BEGIN SUPPLIED RECORDS

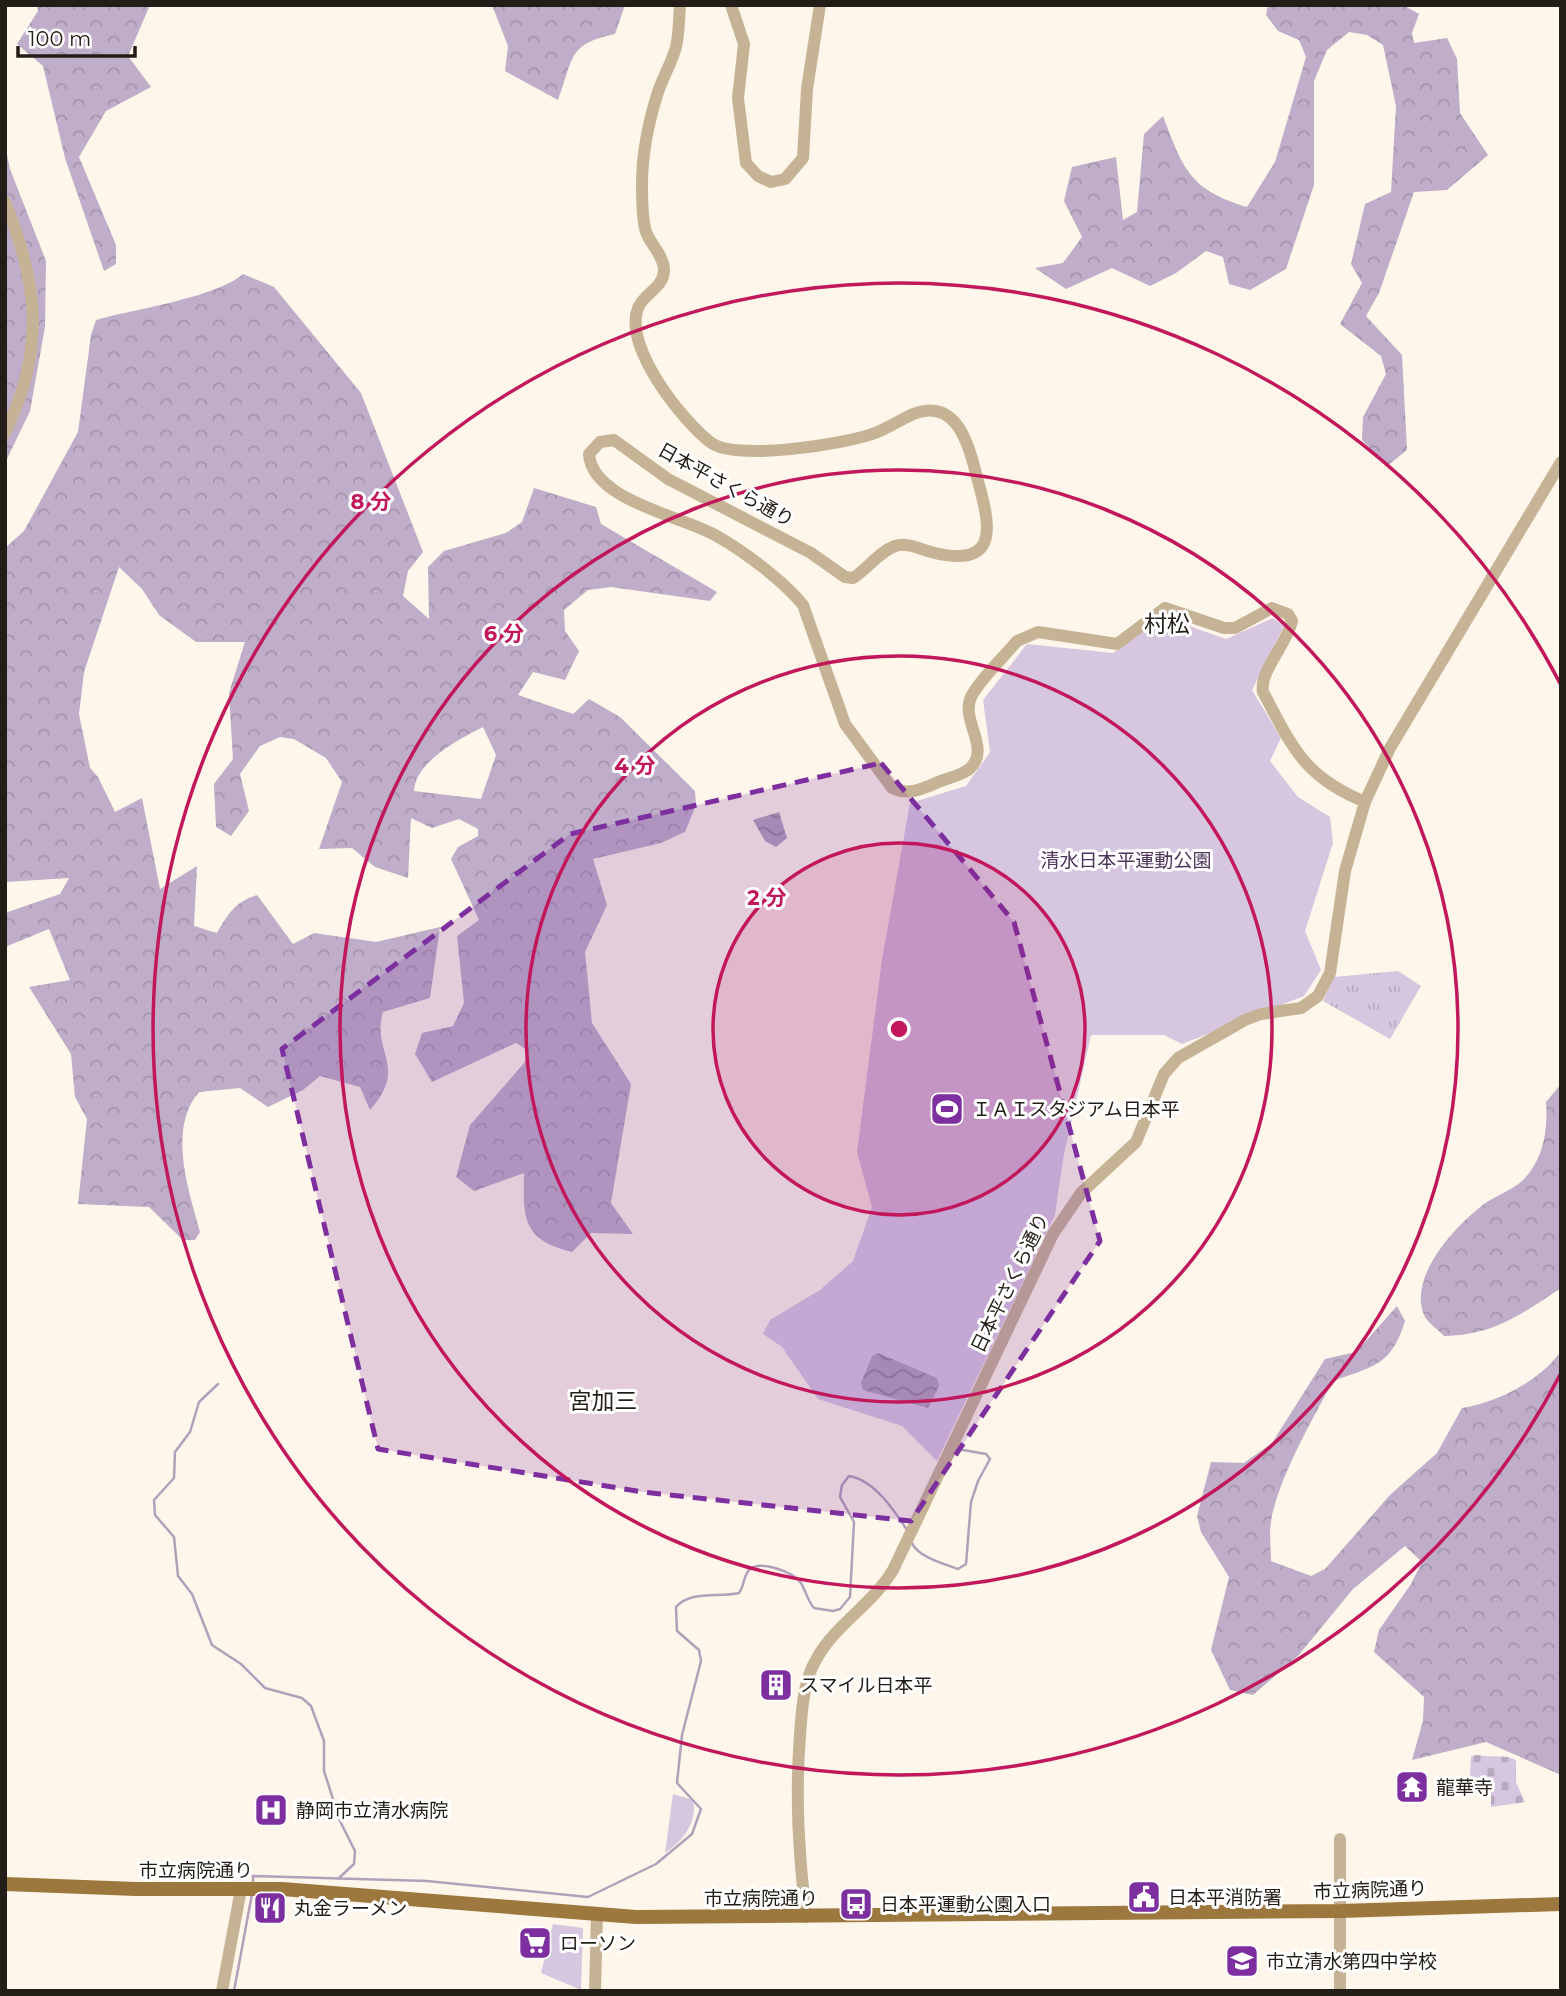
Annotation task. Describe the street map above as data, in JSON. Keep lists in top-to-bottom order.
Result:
{
  "streets": {
    "main road": ["市立病院通り"],
    "street": ["日本平さくら通り"]
  },
  "crossings": [
    ["日本平さくら通り", "市立病院通り"]
  ],
  "districts": ["村松", "宮加三"],
  "parks": ["清水日本平運動公園"],
  "places": {
    "sports": ["ＩＡＩスタジアム日本平"],
    "building": ["スマイル日本平"],
    "temple": ["龍華寺"],
    "hospital": ["静岡市立清水病院"],
    "public building": ["日本平消防署"],
    "bus stop": ["日本平運動公園入口"],
    "restaurant": ["丸金ラーメン"],
    "supermarket": ["ローソン"],
    "school or university": ["市立清水第四中学校"]
  },
  "scale_bar": "100 m",
  "rings": [
    "8 分",
    "6 分",
    "4 分",
    "2 分"
  ]
}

END SUPPLIED RECORDS

__WORK ORDER__
No pictures belong in the copy; output every record exactly.

__OUTPUT FOR THIS TASK__
Annotation task. Describe the street map above as data, in JSON. Keep lists in top-to-bottom order.
Result:
{
  "streets": {
    "main road": ["市立病院通り"],
    "street": ["日本平さくら通り"]
  },
  "crossings": [
    ["日本平さくら通り", "市立病院通り"]
  ],
  "districts": ["村松", "宮加三"],
  "parks": ["清水日本平運動公園"],
  "places": {
    "sports": ["ＩＡＩスタジアム日本平"],
    "building": ["スマイル日本平"],
    "temple": ["龍華寺"],
    "hospital": ["静岡市立清水病院"],
    "public building": ["日本平消防署"],
    "bus stop": ["日本平運動公園入口"],
    "restaurant": ["丸金ラーメン"],
    "supermarket": ["ローソン"],
    "school or university": ["市立清水第四中学校"]
  },
  "scale_bar": "100 m",
  "rings": [
    "8 分",
    "6 分",
    "4 分",
    "2 分"
  ]
}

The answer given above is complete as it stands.